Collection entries
===

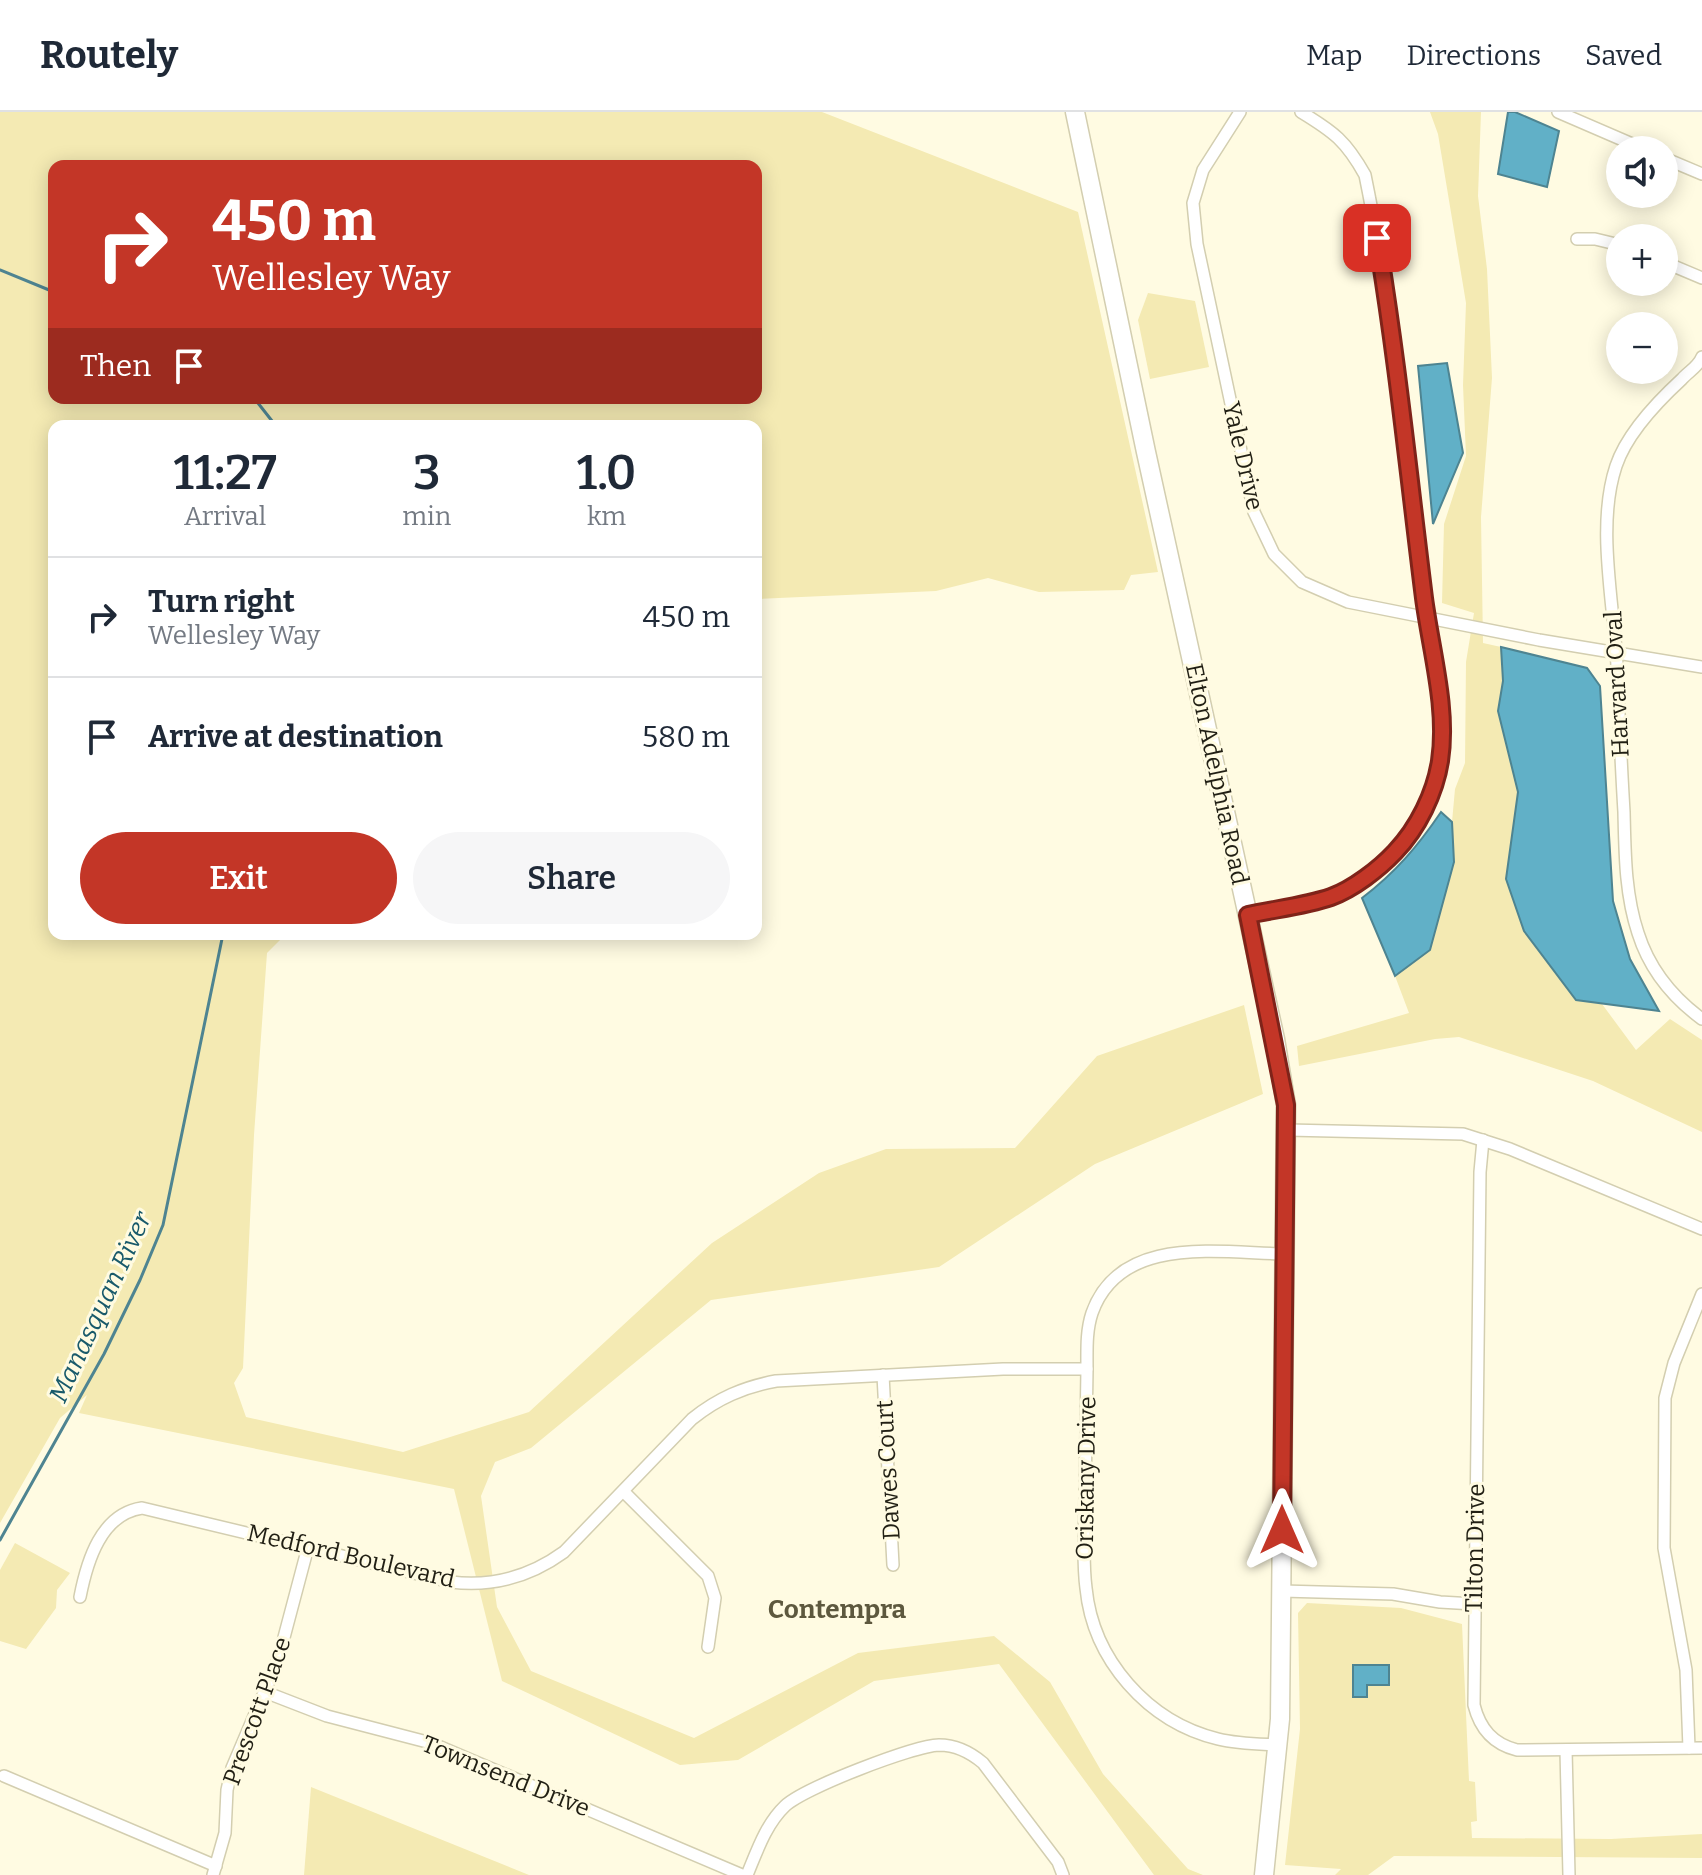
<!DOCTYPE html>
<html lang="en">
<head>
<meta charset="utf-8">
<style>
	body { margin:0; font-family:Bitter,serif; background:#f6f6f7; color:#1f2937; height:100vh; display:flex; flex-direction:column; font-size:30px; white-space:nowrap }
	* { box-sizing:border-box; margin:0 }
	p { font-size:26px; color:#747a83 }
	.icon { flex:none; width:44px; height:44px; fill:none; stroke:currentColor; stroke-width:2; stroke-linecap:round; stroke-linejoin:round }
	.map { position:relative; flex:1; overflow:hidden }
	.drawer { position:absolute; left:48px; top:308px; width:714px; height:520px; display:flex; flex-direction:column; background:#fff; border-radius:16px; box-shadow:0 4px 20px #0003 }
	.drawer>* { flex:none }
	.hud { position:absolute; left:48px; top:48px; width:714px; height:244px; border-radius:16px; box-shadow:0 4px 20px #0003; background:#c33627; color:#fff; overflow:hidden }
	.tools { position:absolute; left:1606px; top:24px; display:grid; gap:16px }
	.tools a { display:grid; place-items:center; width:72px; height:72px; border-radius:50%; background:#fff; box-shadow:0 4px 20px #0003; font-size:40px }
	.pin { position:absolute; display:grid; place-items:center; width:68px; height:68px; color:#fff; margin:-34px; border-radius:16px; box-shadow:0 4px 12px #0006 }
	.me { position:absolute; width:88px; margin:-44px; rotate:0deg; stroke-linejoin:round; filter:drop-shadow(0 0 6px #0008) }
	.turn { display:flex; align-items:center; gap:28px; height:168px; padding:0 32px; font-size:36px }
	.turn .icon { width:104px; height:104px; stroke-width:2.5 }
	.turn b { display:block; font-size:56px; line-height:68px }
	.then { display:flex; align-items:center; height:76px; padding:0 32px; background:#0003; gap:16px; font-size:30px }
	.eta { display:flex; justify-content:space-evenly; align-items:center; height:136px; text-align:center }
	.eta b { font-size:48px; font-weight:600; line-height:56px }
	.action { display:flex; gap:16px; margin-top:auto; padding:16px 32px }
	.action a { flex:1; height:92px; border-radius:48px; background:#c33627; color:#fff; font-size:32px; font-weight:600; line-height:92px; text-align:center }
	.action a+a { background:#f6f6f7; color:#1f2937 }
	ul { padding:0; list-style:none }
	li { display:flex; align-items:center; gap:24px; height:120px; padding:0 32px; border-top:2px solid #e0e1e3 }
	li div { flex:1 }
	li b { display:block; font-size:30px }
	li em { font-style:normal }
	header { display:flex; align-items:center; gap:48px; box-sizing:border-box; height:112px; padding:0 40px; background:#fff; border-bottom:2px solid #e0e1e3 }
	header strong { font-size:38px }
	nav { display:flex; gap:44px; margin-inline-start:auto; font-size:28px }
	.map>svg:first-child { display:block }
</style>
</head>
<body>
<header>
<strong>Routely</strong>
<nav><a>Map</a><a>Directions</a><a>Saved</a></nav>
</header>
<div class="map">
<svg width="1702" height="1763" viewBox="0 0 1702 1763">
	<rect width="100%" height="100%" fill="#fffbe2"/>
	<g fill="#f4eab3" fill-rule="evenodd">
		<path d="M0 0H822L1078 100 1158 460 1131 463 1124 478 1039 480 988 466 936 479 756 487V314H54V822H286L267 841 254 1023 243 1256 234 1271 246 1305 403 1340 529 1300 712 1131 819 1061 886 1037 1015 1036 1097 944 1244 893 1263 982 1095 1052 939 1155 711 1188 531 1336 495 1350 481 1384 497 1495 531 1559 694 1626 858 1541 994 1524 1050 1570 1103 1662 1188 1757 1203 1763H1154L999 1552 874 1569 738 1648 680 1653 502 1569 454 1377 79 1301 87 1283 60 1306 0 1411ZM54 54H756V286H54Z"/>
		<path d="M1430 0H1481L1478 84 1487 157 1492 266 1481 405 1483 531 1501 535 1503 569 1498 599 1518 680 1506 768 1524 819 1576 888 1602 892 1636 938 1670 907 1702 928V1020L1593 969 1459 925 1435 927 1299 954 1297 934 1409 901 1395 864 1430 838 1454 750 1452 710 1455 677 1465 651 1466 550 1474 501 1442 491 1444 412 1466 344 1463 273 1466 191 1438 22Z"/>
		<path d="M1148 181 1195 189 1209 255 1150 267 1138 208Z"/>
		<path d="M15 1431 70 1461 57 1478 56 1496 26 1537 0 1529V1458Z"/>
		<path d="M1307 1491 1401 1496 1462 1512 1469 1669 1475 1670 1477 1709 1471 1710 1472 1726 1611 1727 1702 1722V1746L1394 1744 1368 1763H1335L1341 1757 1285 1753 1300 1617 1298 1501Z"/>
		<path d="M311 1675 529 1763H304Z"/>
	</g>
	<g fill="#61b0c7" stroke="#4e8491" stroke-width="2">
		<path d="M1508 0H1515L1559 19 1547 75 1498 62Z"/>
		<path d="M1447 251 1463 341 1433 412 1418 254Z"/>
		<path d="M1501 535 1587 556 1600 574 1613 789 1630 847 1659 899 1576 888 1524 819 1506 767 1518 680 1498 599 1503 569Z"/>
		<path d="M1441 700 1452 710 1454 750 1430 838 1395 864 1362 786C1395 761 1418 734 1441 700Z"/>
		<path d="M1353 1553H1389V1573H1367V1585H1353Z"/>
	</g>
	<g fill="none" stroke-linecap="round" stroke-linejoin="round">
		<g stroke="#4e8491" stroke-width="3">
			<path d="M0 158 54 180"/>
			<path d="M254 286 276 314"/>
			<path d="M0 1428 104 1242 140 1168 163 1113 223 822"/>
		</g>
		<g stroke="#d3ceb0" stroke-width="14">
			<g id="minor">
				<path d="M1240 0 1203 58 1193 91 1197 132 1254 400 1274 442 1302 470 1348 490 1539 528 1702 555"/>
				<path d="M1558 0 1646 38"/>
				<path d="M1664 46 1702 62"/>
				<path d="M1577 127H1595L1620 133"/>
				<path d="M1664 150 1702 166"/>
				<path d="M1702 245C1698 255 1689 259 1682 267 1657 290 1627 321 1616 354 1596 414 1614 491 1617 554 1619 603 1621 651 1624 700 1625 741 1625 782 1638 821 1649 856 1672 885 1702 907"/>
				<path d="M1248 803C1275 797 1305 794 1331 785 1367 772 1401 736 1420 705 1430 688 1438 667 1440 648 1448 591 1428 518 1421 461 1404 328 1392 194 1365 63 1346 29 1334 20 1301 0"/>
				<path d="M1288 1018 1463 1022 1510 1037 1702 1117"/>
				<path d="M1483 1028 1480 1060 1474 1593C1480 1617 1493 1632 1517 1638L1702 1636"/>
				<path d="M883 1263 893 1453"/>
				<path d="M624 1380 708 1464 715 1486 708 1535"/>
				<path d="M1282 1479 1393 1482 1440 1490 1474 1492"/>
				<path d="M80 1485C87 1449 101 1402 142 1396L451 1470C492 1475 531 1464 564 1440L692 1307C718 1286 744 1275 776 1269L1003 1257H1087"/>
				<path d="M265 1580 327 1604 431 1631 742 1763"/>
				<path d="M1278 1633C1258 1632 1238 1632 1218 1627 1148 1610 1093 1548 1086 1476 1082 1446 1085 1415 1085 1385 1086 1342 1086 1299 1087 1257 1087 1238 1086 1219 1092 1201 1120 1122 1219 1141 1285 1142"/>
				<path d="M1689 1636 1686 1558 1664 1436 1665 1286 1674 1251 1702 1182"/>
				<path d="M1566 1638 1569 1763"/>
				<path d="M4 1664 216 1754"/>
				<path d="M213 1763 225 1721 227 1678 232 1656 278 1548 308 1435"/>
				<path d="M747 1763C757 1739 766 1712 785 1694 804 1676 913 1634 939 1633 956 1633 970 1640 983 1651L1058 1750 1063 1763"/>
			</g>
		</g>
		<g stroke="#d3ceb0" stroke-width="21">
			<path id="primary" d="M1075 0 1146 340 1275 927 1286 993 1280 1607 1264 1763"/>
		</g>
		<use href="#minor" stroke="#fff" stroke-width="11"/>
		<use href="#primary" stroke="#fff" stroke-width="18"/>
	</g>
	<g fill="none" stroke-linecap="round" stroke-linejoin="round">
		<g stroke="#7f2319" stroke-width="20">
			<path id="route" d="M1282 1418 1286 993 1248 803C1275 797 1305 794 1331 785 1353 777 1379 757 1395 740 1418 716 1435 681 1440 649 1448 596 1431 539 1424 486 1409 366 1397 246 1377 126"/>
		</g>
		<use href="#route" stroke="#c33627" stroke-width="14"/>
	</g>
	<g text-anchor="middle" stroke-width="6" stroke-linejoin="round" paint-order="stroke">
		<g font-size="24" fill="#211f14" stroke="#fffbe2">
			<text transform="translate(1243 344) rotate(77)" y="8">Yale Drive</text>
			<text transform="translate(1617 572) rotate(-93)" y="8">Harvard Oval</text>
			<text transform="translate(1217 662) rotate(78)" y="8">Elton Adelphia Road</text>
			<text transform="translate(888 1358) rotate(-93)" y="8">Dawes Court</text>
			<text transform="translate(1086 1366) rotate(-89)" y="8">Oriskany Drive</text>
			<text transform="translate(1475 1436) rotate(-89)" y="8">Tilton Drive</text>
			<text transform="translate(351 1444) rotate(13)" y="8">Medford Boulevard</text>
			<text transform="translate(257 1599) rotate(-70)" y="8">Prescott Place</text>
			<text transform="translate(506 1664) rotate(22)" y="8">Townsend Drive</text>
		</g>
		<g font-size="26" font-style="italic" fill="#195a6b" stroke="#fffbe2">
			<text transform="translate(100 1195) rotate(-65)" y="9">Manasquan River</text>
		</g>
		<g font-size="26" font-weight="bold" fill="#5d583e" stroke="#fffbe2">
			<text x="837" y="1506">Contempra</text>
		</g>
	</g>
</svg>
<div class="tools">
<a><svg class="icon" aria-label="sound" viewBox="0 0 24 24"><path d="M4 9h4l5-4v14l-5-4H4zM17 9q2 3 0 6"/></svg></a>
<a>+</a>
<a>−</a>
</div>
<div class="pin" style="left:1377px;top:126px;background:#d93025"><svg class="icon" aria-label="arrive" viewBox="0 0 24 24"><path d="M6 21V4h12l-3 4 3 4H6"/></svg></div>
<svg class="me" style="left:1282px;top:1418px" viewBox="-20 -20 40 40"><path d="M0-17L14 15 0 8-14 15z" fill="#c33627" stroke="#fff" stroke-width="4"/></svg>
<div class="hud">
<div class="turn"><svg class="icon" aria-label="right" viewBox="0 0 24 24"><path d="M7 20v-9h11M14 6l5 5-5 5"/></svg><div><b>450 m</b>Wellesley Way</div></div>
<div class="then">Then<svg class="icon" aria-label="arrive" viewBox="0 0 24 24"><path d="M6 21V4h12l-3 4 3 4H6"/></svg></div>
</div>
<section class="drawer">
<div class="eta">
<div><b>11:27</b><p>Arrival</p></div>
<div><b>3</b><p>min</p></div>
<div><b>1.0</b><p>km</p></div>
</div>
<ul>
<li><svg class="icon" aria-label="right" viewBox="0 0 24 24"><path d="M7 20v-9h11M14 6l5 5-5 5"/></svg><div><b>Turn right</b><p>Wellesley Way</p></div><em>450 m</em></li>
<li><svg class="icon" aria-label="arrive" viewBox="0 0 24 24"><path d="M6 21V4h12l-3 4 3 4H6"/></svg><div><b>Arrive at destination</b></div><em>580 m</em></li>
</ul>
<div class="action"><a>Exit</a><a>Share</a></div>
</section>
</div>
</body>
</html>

===

ACTIVITY:
Set down exactly and only the lines from the start of the entries above through the line containing "position:absolute; left:48px; top:48px;", both ends included, omitting the pictures.

EXERCISE RESPONSE:
<!DOCTYPE html>
<html lang="en">
<head>
<meta charset="utf-8">
<style>
	body { margin:0; font-family:Bitter,serif; background:#f6f6f7; color:#1f2937; height:100vh; display:flex; flex-direction:column; font-size:30px; white-space:nowrap }
	* { box-sizing:border-box; margin:0 }
	p { font-size:26px; color:#747a83 }
	.icon { flex:none; width:44px; height:44px; fill:none; stroke:currentColor; stroke-width:2; stroke-linecap:round; stroke-linejoin:round }
	.map { position:relative; flex:1; overflow:hidden }
	.drawer { position:absolute; left:48px; top:308px; width:714px; height:520px; display:flex; flex-direction:column; background:#fff; border-radius:16px; box-shadow:0 4px 20px #0003 }
	.drawer>* { flex:none }
	.hud { position:absolute; left:48px; top:48px; width:714px; height:244px; border-radius:16px; box-shadow:0 4px 20px #0003; background:#c33627; color:#fff; overflow:hidden }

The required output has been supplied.